### WORK INSTRUCTIONS
Among the records that follow, find each line holding the word "labels" and copy it.
Segment Start: DATASET RECORDS
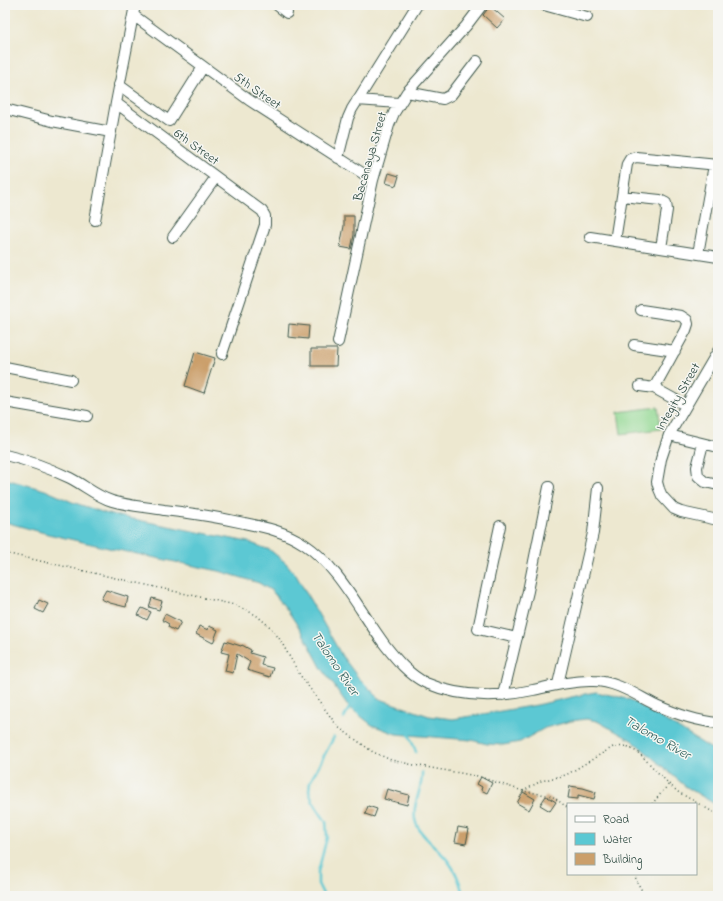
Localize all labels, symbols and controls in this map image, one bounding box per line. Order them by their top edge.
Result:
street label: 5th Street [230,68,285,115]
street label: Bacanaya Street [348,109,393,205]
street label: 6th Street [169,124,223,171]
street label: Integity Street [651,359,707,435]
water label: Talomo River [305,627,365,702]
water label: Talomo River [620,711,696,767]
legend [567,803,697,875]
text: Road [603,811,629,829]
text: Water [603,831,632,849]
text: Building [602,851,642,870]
Segment End: DATASET RECORDS
Segment Start: DATASET RECORDS
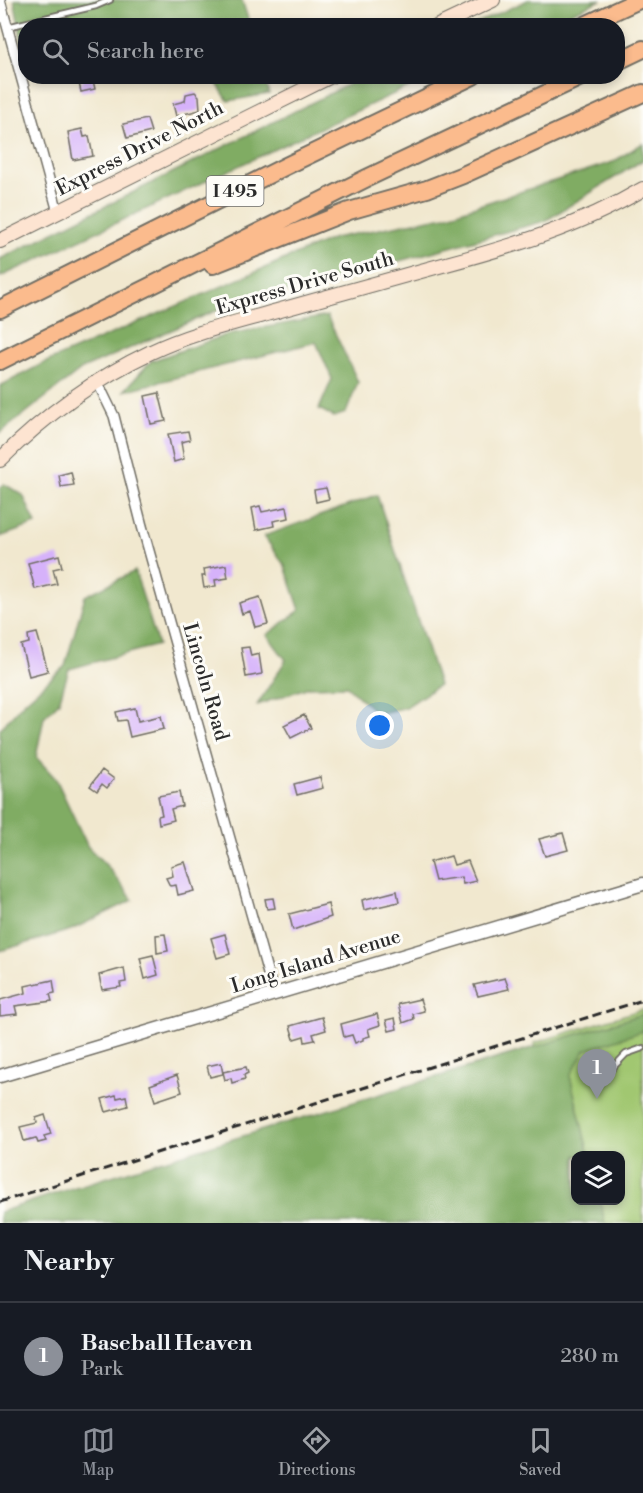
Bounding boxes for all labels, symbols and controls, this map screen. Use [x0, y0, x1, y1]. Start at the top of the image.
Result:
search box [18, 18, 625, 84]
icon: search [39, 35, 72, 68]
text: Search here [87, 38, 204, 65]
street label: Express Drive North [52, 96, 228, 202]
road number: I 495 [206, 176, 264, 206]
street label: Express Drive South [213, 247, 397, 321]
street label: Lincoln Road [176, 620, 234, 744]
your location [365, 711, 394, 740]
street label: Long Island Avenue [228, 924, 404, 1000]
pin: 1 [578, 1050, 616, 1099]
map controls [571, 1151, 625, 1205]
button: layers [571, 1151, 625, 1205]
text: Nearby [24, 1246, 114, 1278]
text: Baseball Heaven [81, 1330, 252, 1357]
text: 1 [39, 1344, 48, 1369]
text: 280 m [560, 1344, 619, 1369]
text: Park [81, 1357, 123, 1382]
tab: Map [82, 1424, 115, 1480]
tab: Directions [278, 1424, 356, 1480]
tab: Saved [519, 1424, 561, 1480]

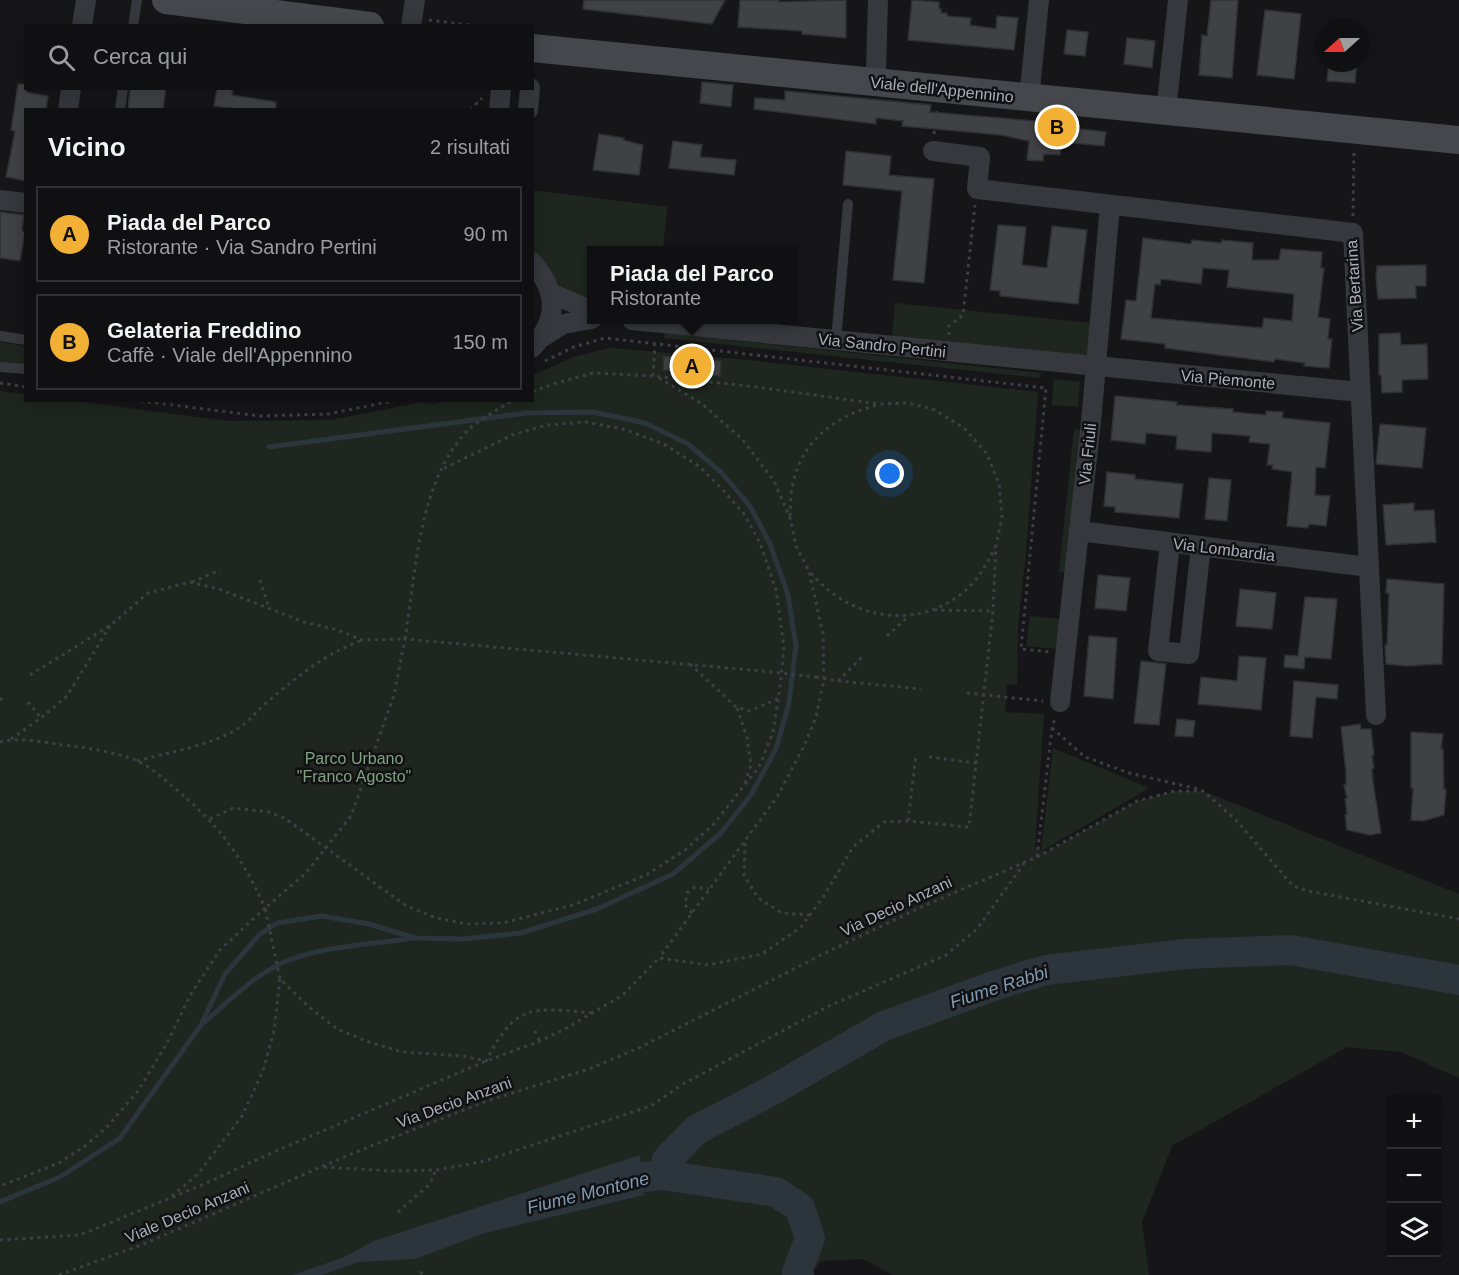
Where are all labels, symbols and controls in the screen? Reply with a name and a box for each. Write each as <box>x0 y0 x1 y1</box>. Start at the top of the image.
Segment End: DATASET RECORDS
### REPLY
Localize all labels, symbols and controls in this map image, one bounding box per line. Order them by their top edge.
Bounding boxes for all labels, symbols and controls, this map screen. Use [x0, y0, x1, y1]. Start at the top of the image.
Where are all labels, symbols and controls in the screen? Reply with a name and a box for each. Write each as <box>x0 y0 x1 y1</box>. Start at the top of the image.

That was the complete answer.